* **YOUR ASSIGNMENT**
Below are some records; output all of them exactly as they read.

* **RECORD EXCERPTS**
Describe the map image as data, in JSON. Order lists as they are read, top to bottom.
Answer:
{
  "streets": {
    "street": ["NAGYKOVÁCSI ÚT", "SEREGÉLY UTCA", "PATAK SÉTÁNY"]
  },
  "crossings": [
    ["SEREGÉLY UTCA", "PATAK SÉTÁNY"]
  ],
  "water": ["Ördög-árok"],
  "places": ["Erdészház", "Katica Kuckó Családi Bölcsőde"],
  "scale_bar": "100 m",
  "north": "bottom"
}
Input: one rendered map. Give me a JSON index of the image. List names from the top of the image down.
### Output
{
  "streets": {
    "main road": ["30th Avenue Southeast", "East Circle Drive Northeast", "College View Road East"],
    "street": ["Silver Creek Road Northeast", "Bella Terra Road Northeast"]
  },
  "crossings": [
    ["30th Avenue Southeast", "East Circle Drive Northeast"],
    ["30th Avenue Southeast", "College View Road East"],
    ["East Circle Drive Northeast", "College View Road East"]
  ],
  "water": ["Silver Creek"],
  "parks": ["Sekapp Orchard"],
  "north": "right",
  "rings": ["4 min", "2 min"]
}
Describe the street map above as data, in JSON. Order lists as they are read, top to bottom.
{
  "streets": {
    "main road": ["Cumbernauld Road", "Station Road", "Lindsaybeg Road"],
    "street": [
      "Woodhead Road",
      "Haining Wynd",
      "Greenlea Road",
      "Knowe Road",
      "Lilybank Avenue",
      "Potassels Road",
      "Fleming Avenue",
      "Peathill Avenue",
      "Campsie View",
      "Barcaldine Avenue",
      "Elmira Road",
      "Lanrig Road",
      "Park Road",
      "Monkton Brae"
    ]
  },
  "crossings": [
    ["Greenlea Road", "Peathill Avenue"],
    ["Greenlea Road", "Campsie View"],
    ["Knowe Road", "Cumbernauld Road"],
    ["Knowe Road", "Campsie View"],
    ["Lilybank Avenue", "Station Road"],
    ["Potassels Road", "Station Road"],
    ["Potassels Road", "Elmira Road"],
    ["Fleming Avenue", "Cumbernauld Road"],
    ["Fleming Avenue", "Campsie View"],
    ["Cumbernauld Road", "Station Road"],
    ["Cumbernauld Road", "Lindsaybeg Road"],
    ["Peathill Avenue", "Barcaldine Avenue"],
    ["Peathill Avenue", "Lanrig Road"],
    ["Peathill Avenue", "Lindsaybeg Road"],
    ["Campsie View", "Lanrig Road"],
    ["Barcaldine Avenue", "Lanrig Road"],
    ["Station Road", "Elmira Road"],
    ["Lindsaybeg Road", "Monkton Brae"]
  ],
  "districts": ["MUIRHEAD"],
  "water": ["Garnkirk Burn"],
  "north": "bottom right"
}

* **RESPONSE BOX**
Describe the map image as data, in JSON. Order lists as they are read, top to bottom.
Answer:
{
  "streets": {
    "street": ["NAGYKOVÁCSI ÚT", "SEREGÉLY UTCA", "PATAK SÉTÁNY"]
  },
  "crossings": [
    ["SEREGÉLY UTCA", "PATAK SÉTÁNY"]
  ],
  "water": ["Ördög-árok"],
  "places": ["Erdészház", "Katica Kuckó Családi Bölcsőde"],
  "scale_bar": "100 m",
  "north": "bottom"
}
Input: one rendered map. Give me a JSON index of the image. List names from the top of the image down.
### Output
{
  "streets": {
    "main road": ["30th Avenue Southeast", "East Circle Drive Northeast", "College View Road East"],
    "street": ["Silver Creek Road Northeast", "Bella Terra Road Northeast"]
  },
  "crossings": [
    ["30th Avenue Southeast", "East Circle Drive Northeast"],
    ["30th Avenue Southeast", "College View Road East"],
    ["East Circle Drive Northeast", "College View Road East"]
  ],
  "water": ["Silver Creek"],
  "parks": ["Sekapp Orchard"],
  "north": "right",
  "rings": ["4 min", "2 min"]
}
Describe the street map above as data, in JSON. Order lists as they are read, top to bottom.
{
  "streets": {
    "main road": ["Cumbernauld Road", "Station Road", "Lindsaybeg Road"],
    "street": [
      "Woodhead Road",
      "Haining Wynd",
      "Greenlea Road",
      "Knowe Road",
      "Lilybank Avenue",
      "Potassels Road",
      "Fleming Avenue",
      "Peathill Avenue",
      "Campsie View",
      "Barcaldine Avenue",
      "Elmira Road",
      "Lanrig Road",
      "Park Road",
      "Monkton Brae"
    ]
  },
  "crossings": [
    ["Greenlea Road", "Peathill Avenue"],
    ["Greenlea Road", "Campsie View"],
    ["Knowe Road", "Cumbernauld Road"],
    ["Knowe Road", "Campsie View"],
    ["Lilybank Avenue", "Station Road"],
    ["Potassels Road", "Station Road"],
    ["Potassels Road", "Elmira Road"],
    ["Fleming Avenue", "Cumbernauld Road"],
    ["Fleming Avenue", "Campsie View"],
    ["Cumbernauld Road", "Station Road"],
    ["Cumbernauld Road", "Lindsaybeg Road"],
    ["Peathill Avenue", "Barcaldine Avenue"],
    ["Peathill Avenue", "Lanrig Road"],
    ["Peathill Avenue", "Lindsaybeg Road"],
    ["Campsie View", "Lanrig Road"],
    ["Barcaldine Avenue", "Lanrig Road"],
    ["Station Road", "Elmira Road"],
    ["Lindsaybeg Road", "Monkton Brae"]
  ],
  "districts": ["MUIRHEAD"],
  "water": ["Garnkirk Burn"],
  "north": "bottom right"
}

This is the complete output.